While adding a column you need to take care that the
· Column name is not conflicting with the existing column names
· Table is not defined with compact storage option
84. How Can We Maintain Consistency Across Multiple Data Centers?
LOCAL QUORUM: Only local replicas are considered in acknowledging the writes; data still gets written to the other data center. It provides strong consistency along with speed.
All the available consistency levels in Cassandra (weakest to strongest) are as follows:
- ANY
- ONE, TWO, THREE
- QUORUM
- LOCAL_ONE
- LOCAL_QUORUM
- EACH_QUORUM
- ALL: not in for availability, all in for consistency
For multiple data-centers, the best CL to be chosen are: ONE, QUORUM, LOCAL_ONE.
85. How many types of NoSQL databases are there?
There are four types of NoSQL databases, namely:
- Document Stores (MongoDB, Couchbase)
- Key-Value Stores (Redis, Volgemort)
- Column Stores (Cassandra)
- Graph Stores (Neo4j, Giraph)
86. What do you understand by Commit log in Cassandra?
Answer: Commit log is a crash-recovery mechanism in Cassandra. Every write operation is written to the commit log.
87. How Cassandra provide High availability feature?
Cassandra is a robust software. Nodes joining and leaving are automatically taken care of. With proper settings, Cassandra can be made failure resistant. That means that if some of the servers fail, the data loss will be zero. So, you can just deploy Cassandra over cheap commodity hardware or a cloud environment, where hardware or infrastructure failures may occur.
88. When should you not use Cassandra? OR When to use RDBMS instead of Cassandra?
Cassandra is based on NoSQL database and does not provide ACID and relational data property. If you have strong requirement of ACID property (for example Financial data), Cassandra would not be a fit in that case. Obviously, you can make work out of it, however you will end up writing lots of application code to handle ACID property and will loose on time to market badly. Also managing that kind of system with Cassandra would be complex and tedious for you.
89. What do you understand by Node in Cassandra?
Node is the place where data is stored.
90. What do you understand by Data center in Cassandra?
Data center is a collection of related nodes.
91. What do you understand by Cluster in Cassandra?
Cluster is a component that contains one or more data centers.
92. What is the syntax to create keyspace in Cassandra?
Syntax for creating keyspace in Cassandra is
CREATE KEYSPACE <identifier> WITH <properties>
93. Explain what is SStable consist of?
SStable consist of mainly 2 files
· Index file ( Bloom filter & Key offset pairs)
· Data file (Actual column data)
94. Explain what is Bloom Filter is used for in Cassandra?

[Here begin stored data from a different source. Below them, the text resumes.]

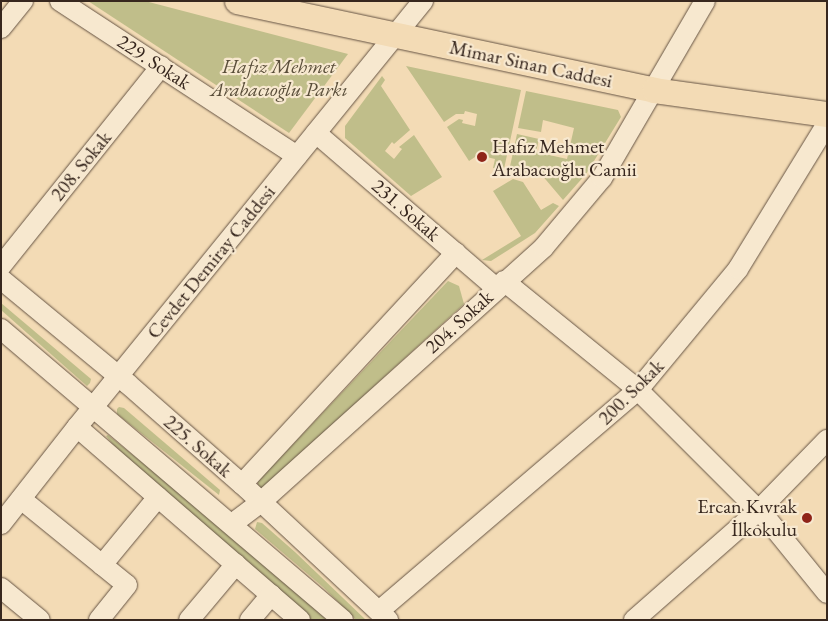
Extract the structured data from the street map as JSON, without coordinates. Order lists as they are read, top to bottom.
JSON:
{
  "streets": {
    "main road": ["Mimar Sinan Caddesi"],
    "street": [
      "229. Sokak",
      "208. Sokak",
      "231. Sokak",
      "Cevdet Demiray Caddesi",
      "204. Sokak",
      "200. Sokak",
      "225. Sokak"
    ]
  },
  "crossings": [
    ["229. Sokak", "208. Sokak"],
    ["229. Sokak", "Cevdet Demiray Caddesi"],
    ["Mimar Sinan Caddesi", "Cevdet Demiray Caddesi"],
    ["Mimar Sinan Caddesi", "204. Sokak"],
    ["231. Sokak", "Cevdet Demiray Caddesi"],
    ["231. Sokak", "204. Sokak"],
    ["231. Sokak", "200. Sokak"],
    ["Cevdet Demiray Caddesi", "225. Sokak"],
    ["204. Sokak", "225. Sokak"],
    ["200. Sokak", "225. Sokak"]
  ],
  "parks": ["Hafız Mehmet Arabacıoğlu Parkı"],
  "places": ["Hafız Mehmet Arabacıoğlu Camii", "Ercan Kıvrak İlkokulu"]
}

A bloom filter is a space efficient data structure that is used to test whether an element is a member of a set. In other words, it is used to determine whether an SSTable has data for a particular row. In Cassandra it is used to save IO when performing a KEY LOOKUP.
Bloom filter are nothing but quick, nondeterministic, algorithms for testing whether an element is a member of a set. It is a special kind of cache. Bloom filters are accessed after every query.
95. Explain how Cassandra delete Data?
SSTables are immutable and cannot remove a row from SSTables. When a row needs to be deleted, Cassandra assigns the column value with a special value called Tombstone. When the data is read, the Tombstone value is considered as deleted.
96. What does JMX stands for?
JMX stands for Java Management Extension
97. Cassandra is written in which language?
Java
98. What happens to existing data in my cluster when I add new nodes?
When a new nodes joins a cluster, it will automatically contact the other nodes in the cluster and copy the right data to itself.
99. What are “Seed Nodes” in Cassandra?
A seed node in Cassandra is a node that is contacted by other nodes when they first start up and join the cluster. A cluster can have multiple seed nodes. Seed node helps the process of bootstrapping for a new node joining a cluster. Its recommended to use the 2 seed node per data center.
100. What is Nodetool Repair ?
Syncs all data in the cluster
Expensive -- Grows with amount of data in cluster
Use with clusters servicing high writes/deletes
Last line of defense
Run to synchronize a failed node coming back online
Run on nodes not read from very often
101. Read repair always occurs when consistency level is set to...
ALL
102. What does read_repair_chance do?
Sets the probability which Cassandra will perform a read repair with a consistency level less than ALL.
103. The purpose of the commit log is...
to replay if a crashed node restarts.
104. What is Read repair chance ?
Performed when read is at consistency level less than ALL
Request reads only a subset of the replicas
We can’t be sure replicas are in sync
Generally you are safe, but no guarantees
Response sent immediately when consistency level is met
10 % by default
105. When does a client acknowledge a write?
After the commit log and MemTable are written
106. Which are stored sorted by clustering columns?
SSTable , MemTable
107. The partition summary...
stores byte offsets into the partition index.
108. The key cache...
stores the byte offset of the most recently accessed records.
109. Which of the structures reside on disk?
SSTable
partition index
110. Which are benefits from compaction?
More optimal disk usage
Faster reads
Less memory pressure
111. All tombstones are discarded during compaction.
False
112. In which scenarios would a new partition on disk be larger than either of its input partition segments after a compaction?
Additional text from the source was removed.